Recently, the company unveiled a new Wi-Fi router system called the Orbi. Like products from startups eero, Plume and Luma, Orbi relies on multiple devices to ensure coverage throughout a house. Unlike those systems, Netgear’s Orbi devices communicate with each other on a dedicated channel that isn’t used for other Wi-Fi traffic. According to Netgear, that allows its devices to avoid interference so they can communicate with each other and deliver Wi-Fi access to phones and computers at super-fast speeds.
“Netgear has applied lessons learned from two decades of home Wi-Fi innovation to address the current network challenges of architectural design, dense building materials and large square footage,” David Henry, the San Jose company’s senior vice president of home networking devices, said in a statement.
Consumers have a growing number of devices in their homes that are connecting to their Wi-Fi networks. The Wi-Fi industry has traditionally tried to accommodate those devices by boosting the speed of their routers, allowing them to deliver faster speeds to each connected device.
But as connected devices have become more portable and as users have started to adopt smart home devices that are placed throughout their homes, many consumers have discovered areas in their homes that don’t get particularly strong Wi-Fi signals.
Older routers could be connected together wirelessly to extend their range. But it was difficult for most consumers to do.
Eero and the other startups developed their router systems to make it easy for consumers to eliminate dead zones within their houses.
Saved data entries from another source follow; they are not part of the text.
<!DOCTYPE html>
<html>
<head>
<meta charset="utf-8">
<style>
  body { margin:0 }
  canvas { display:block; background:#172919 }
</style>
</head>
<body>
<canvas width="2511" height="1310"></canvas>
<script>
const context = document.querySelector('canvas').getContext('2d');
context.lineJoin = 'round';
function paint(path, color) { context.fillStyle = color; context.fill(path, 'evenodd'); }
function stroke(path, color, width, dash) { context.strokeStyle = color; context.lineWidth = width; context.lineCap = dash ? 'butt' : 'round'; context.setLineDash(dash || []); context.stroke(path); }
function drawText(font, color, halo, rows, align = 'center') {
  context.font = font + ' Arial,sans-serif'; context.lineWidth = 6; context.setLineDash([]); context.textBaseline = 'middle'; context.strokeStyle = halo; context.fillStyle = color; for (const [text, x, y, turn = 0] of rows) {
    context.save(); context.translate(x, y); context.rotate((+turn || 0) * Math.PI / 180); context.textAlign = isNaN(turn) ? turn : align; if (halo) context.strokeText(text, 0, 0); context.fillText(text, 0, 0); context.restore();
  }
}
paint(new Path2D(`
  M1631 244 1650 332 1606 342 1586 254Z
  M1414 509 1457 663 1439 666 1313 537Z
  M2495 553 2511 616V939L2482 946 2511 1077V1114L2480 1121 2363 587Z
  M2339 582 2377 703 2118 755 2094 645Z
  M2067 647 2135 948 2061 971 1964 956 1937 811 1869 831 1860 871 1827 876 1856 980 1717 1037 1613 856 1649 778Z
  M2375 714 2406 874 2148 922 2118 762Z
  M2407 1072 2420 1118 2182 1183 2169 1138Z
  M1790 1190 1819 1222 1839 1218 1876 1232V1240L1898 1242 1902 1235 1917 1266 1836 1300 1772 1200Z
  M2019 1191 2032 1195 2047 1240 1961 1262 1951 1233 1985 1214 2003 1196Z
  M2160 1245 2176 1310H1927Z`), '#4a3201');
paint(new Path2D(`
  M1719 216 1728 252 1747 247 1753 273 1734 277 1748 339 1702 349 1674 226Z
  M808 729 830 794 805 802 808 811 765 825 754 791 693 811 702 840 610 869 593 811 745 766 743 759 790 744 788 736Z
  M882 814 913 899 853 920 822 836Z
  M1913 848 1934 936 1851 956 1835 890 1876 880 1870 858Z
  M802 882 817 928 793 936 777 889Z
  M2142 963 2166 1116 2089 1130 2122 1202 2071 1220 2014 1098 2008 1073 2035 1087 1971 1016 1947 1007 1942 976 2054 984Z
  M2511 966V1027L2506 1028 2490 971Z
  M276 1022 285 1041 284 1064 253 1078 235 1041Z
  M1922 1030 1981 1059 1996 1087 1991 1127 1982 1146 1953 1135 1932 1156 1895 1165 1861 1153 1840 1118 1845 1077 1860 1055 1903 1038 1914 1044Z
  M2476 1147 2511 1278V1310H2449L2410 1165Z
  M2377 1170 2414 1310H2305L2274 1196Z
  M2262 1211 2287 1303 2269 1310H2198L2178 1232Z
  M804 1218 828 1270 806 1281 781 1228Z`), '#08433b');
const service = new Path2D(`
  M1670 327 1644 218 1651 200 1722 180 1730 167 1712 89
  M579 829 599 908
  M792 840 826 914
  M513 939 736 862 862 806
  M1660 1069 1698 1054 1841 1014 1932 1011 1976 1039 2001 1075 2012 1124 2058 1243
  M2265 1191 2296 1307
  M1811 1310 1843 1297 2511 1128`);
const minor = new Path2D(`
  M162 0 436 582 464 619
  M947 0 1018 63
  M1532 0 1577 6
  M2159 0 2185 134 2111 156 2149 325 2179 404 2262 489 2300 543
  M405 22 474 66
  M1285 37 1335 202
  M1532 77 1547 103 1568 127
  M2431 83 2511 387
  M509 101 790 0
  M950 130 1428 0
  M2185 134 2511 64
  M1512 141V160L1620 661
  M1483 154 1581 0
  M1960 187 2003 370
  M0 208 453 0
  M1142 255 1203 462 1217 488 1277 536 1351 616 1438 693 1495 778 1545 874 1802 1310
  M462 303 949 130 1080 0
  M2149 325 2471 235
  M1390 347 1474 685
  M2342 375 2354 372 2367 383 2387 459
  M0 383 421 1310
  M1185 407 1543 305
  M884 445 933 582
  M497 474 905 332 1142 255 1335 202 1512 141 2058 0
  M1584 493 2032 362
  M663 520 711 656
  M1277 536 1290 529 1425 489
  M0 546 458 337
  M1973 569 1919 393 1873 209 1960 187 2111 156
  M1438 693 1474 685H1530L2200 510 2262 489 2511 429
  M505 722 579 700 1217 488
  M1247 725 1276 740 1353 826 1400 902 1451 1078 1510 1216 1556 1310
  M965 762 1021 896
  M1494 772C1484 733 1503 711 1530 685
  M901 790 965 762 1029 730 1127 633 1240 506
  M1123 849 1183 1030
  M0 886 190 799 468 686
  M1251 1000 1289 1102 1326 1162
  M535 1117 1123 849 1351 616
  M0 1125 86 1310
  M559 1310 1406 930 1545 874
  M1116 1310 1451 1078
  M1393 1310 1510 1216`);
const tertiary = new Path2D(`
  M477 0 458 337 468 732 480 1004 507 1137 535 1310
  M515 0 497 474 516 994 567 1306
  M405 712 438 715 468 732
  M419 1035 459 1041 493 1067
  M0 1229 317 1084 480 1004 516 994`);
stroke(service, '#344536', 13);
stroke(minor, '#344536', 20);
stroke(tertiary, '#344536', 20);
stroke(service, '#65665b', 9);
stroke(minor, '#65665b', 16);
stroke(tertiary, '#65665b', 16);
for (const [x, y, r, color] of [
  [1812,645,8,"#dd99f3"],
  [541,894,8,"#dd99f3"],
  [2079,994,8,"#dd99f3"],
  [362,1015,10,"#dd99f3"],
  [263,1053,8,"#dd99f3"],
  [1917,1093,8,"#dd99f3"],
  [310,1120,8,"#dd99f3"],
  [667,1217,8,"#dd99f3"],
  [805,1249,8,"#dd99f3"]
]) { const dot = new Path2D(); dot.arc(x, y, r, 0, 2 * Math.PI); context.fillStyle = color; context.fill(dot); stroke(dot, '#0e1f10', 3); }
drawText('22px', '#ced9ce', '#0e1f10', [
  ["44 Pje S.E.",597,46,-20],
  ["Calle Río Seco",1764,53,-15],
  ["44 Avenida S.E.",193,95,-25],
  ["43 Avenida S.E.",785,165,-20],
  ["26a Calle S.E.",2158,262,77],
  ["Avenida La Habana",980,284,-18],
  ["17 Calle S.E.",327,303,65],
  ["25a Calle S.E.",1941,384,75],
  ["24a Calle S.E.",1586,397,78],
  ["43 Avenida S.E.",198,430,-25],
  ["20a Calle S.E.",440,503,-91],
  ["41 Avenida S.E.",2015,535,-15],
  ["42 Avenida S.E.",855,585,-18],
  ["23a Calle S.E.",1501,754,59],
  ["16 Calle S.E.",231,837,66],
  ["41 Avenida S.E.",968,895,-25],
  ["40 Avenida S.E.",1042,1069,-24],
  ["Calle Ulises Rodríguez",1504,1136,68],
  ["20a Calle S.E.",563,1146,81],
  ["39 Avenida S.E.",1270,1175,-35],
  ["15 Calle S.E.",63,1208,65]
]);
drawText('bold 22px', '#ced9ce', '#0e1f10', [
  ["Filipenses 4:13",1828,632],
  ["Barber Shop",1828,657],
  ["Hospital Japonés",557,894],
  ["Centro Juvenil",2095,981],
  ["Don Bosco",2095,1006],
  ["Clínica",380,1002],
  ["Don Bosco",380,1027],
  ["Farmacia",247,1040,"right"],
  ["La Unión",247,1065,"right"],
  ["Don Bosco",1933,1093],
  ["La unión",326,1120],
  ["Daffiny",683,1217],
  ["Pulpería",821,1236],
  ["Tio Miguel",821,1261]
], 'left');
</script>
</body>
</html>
Their systems typically come pre-programmed to talk to one another, so consumers don’t have to go through the difficult process of connecting them.
With any multi-device router system, the satellite devices have to access the internet by connecting to the main router either directly or through another satellite device. Each of the router systems from Netgear’s startup rivals has a different way of connecting the main router and its satellites. But the signals used to connect them are all transmitted over the same frequency bands that are used for regular Wi-Fi traffic sent to smartphones, PCs or other connected devices.
Mixing the two sets of signals – those among the routing system and those sent to consumers’ devices – can lead to interference and slow data rates for all the connected gadgets, Netgear argues. Because it uses a separate, dedicated band for communication among the router and the satellite, the Orbi system won’t run into interference among the two sets of signals and can promise both coverage and speed, Netgear says.
Orbi differs in another way. Its competitors’ systems are built around smaller devices, each about the size of a hockey puck. By contrast, the Orbi router and satellite are about the size of a traditional router, although with their white plastic shells and lack of blinking lights, they don’t really look like one. Netgear intentionally made Orbi larger than its rivals to offer stronger and more capable antennas, company officials said.
Netgear will start selling the Orbi in September. It will sell a kit that includes one router and one satellite device, which it says will offer coverage for a home of up to 4,000 square feet, for $400. That’s pricey compared with most routers on the market, but it’s in line with the products from Netgear’s startup competitors. Luma’s system costs $400, while eero’s costs $500. Plume’s, which will go on sale this fall, start at around $240.
The Orbi system will support more than one satellite device for consumers with homes bigger than 4,000 square feet, and Netgear plans to sell those devices separately. It also plans to offer the Orbi router as a standalone product for consumers with smaller dwellings.